Dünyanın bize gelmesini beklemeyelim biz dünyaya gidelim vizyonuydu. Genç Türkiye’nin uluslararası halkla ilişkiler gemisiydi. 180 yolcusu 105 mürettebatı vardı, yolcuları Türkiye’nin aydınlarıydı.

Atatürk Karadeniz vapurundaVâlâ Nureddin, Mahmut Baler, Kemalettin Kamu, Celal Esat Arseven, ilk kadın milletvekillerimizden Mebrure Gönenç, ilk kadın gazetecilerimizden Bedia Celal, ilk kadın heykeltıraşlarımızdan Nermin Faruki, ses sanatçılarımız, tiyatro sanatçılarımız… Limanlarda gemiye binen yabancı konukları ağırlama görevini üstleniyorlardı.

Milletvekilleri gazeteciler heykeltraşlar, ses sanatçıları tiyatro sanatçıları, Cumhurbaşkanlığı Senfoni Orkestrası, İstiklal Marşı’nın bestecisi Zeki Üngör ve yönetimde 47 sanatçısıyla gemideydi. Her gidilen limanında o ülkenin milli marşı çalınıyor, konserler veriliyordu.

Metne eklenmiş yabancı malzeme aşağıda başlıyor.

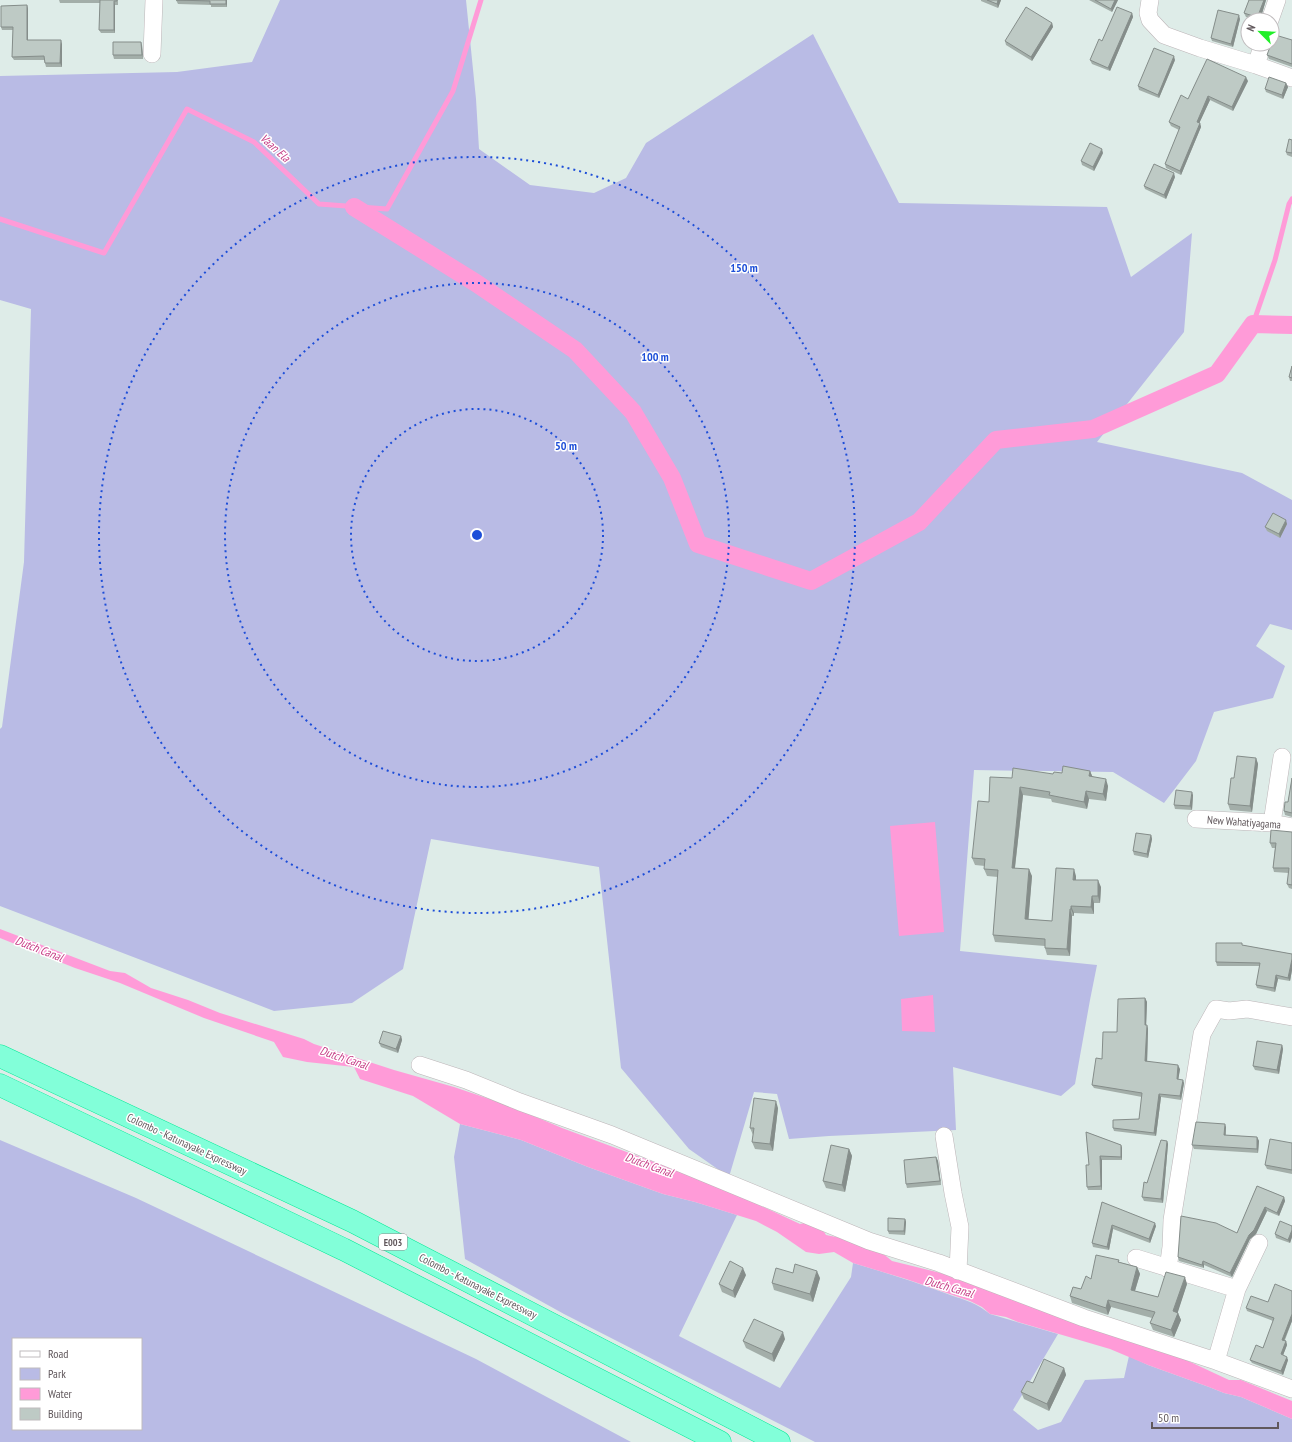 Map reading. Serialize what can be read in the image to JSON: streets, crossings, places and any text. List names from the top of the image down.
{
  "streets": {
    "highway": ["Colombo - Katunayake Expressway", "E003"],
    "street": ["New Wahatiyagama"]
  },
  "water": ["Vaan Ela", "Dutch Canal"],
  "legend": [
    "Road",
    "Park",
    "Water",
    "Building"
  ],
  "scale_bar": "50 m",
  "north": "top left",
  "rings": ["150 m", "100 m", "50 m"]
} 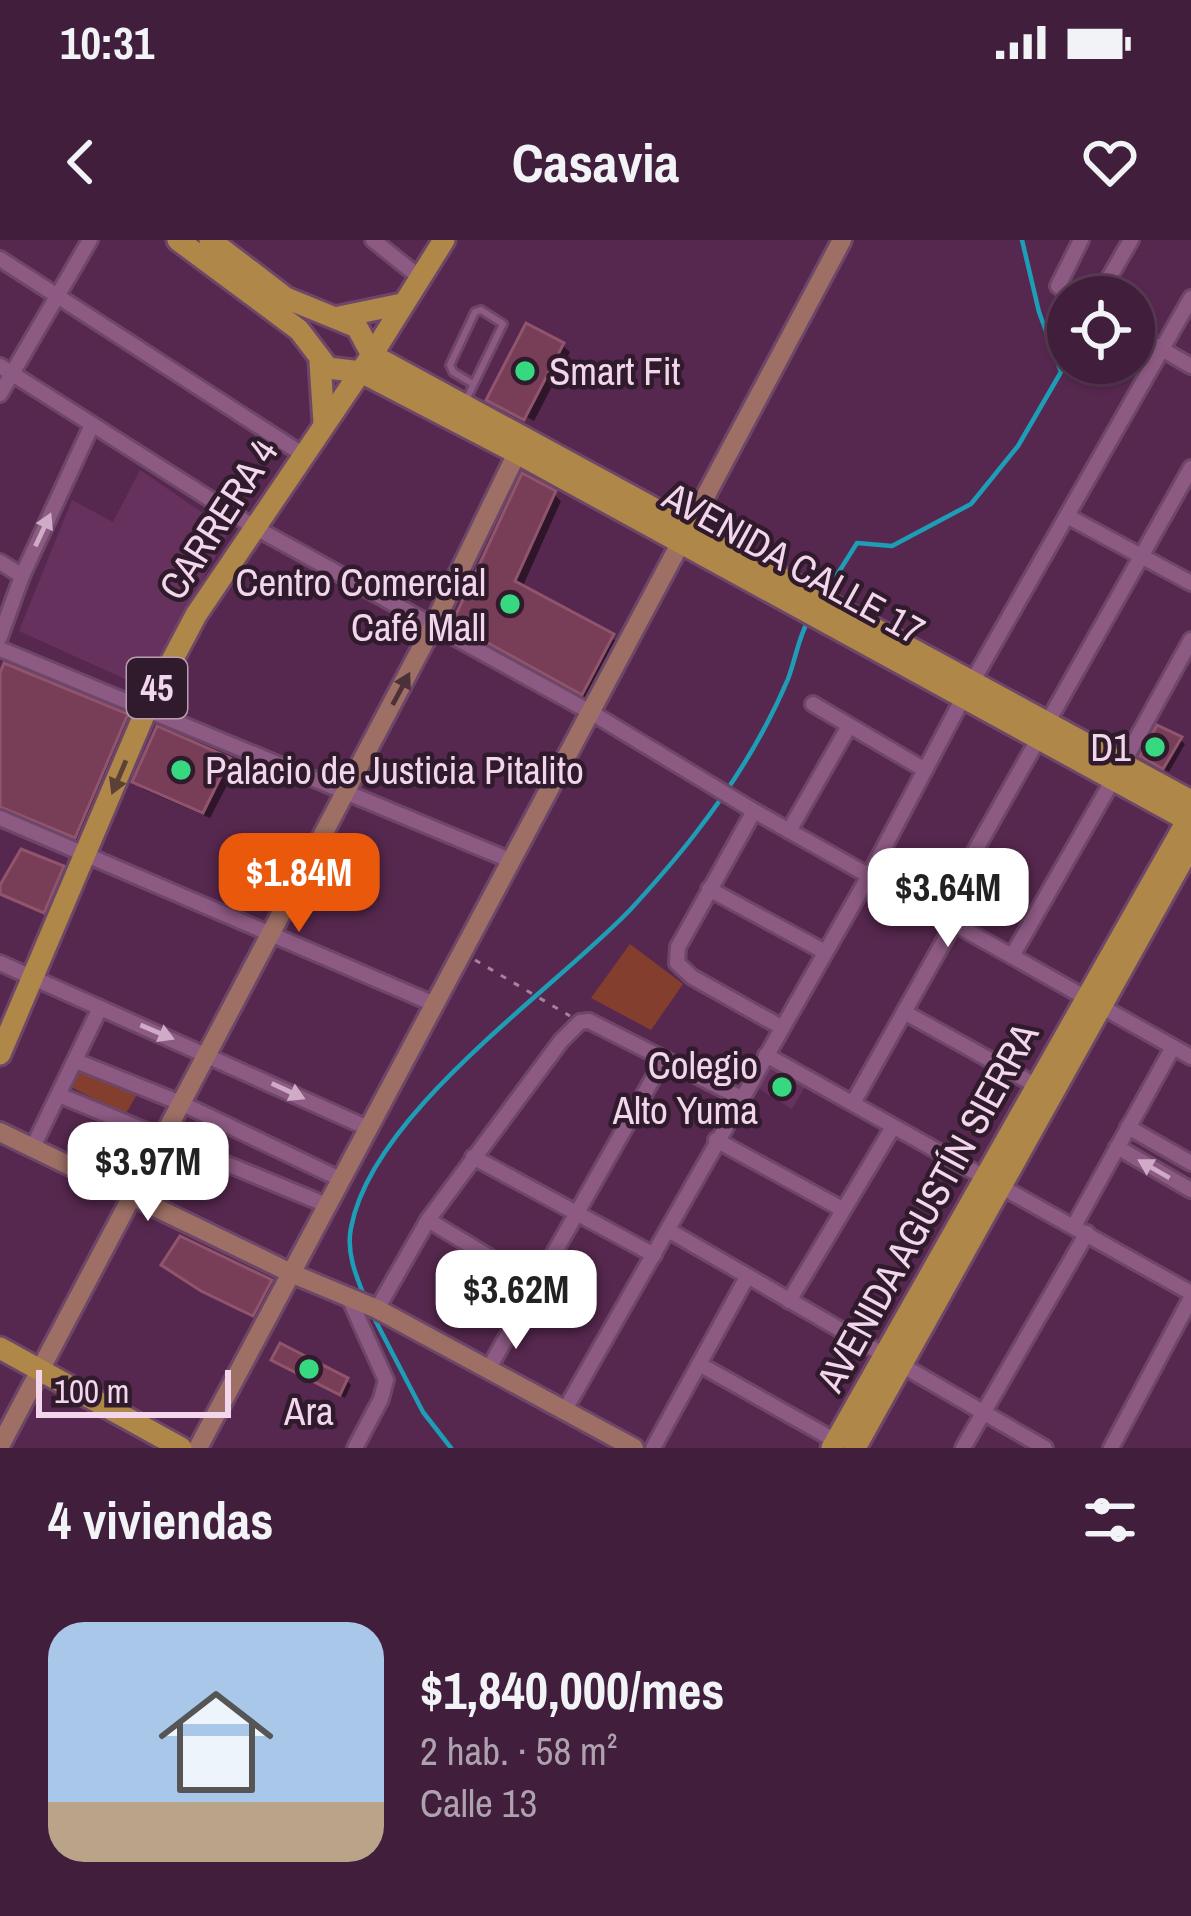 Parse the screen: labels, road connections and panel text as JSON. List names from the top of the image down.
{
  "streets": {
    "main road": [
      "CARRERA 4",
      "AVENIDA CALLE 17",
      "45",
      "AVENIDA AGUSTÍN SIERRA"
    ]
  },
  "crossings": [
    ["CARRERA 4", "AVENIDA CALLE 17"],
    ["AVENIDA CALLE 17", "AVENIDA AGUSTÍN SIERRA"]
  ],
  "places": [
    "Smart Fit",
    "Centro Comercial Café Mall",
    "D1",
    "Palacio de Justicia Pitalito",
    "Colegio Alto Yuma",
    "Ara"
  ],
  "scale_bar": "100 m",
  "page": {
    "status": "10:31",
    "header": "Casavia",
    "price": [
      "$1.84M",
      "$3.64M",
      "$3.97M",
      "$3.62M"
    ],
    "scale": "100 m",
    "heading": "4 viviendas",
    "list": [
      {
        "name": "$1,840,000/mes",
        "note": "2 hab. · 58 m² · Calle 13"
      }
    ]
  }
}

Kaptanlığını Atlantik’i geçen ilk yolcu gemimiz Gülcemal’in efsane kaptanı Lütfü bey yapıyordu. Liman İşletmeleri Genel Müdürü Rauf Manyas’da sergilerin müdürüydü. 7 lisan bilen Semiha Hanım protokol müdürüydü, dekorasyonu mimar Naci bey tarafından yapılmıştı. Bu kadroyu Mustafa Kemal seçmişti.

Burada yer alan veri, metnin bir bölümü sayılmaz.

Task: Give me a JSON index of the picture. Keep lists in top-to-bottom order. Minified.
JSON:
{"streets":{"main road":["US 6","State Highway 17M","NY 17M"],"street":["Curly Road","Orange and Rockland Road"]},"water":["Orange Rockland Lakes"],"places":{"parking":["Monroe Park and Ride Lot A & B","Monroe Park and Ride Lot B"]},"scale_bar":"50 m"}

Vapur için özel logo hazırlanmıştı. Haber tanrısı Hermes, Karadeniz Vapuru’nun önünde yürüyordu, elinde asa yerine denizcilik işletmelerinin amblemini taşıyordu.

İngilizce, Fransızca, Almanca, Rusça broşürler basıldı. Ürünlerin üzerinde 4 lisanda etiketler yapıştırılmıştı. Yabancı tüccarların Türkiye’den ithal bağlantısı kurabilmesi için standlar vardı. İş Bankası şubesi bile vardı. Her standın başında iki üç dil bilen öğrenciler vardı.

Güvertede balolar tertipleniyordu, dans ediliyordu. Şehirlerin ileri gelenleri yemekli gecelerde ağırlanıyordu. 100 binden fazla insan ziyaret etti. Sırf Londra’da 25 bin kişi gezdi. Barcelona’da 15 bin kişi gezdi. İzdiham oluyordu, saatlerce kuyruk oluyordu. Her binene Hacıbekir şekerlemeleri ikram ediliyordu.

12 ülkede, 16 şehri ziyaret etti. İspanya Barcelona, Fransa Ve hevre, Londra İngiltere, Amsterdam Hollanda, Hamburg Almanya, Stockholm İsveç, Helsinki Finlandiya, Leningrad Rusya,Gdansk Polonya, Kopenhag Danimarka, Anvers Belçika, Marsilya Fransa, Cenova İtalya, Napoli İtalya, limanlarına uğradı. Yolculuğu 86 gün sürdü.

İngiliz, Fransız ve Alman gazeteleri “Kemal Paşa’nın kısa saçlı kızları” manşetleri atmıştı, mürettebatın yarısından fazlası kolejlerden seçilen İngilizce, Fransızca konuşan kızlarımızdı. Saçları açıktı, rengarenk elbiseler giymişlerdi, Avrupa kültürüne hâkimdiler. Fesli insanların ülkesi İmajını bir anda yıkmışlardı. Avrupa hayretler içinde Türkiye’nin çağdaş yüzü ile tanışıyordu.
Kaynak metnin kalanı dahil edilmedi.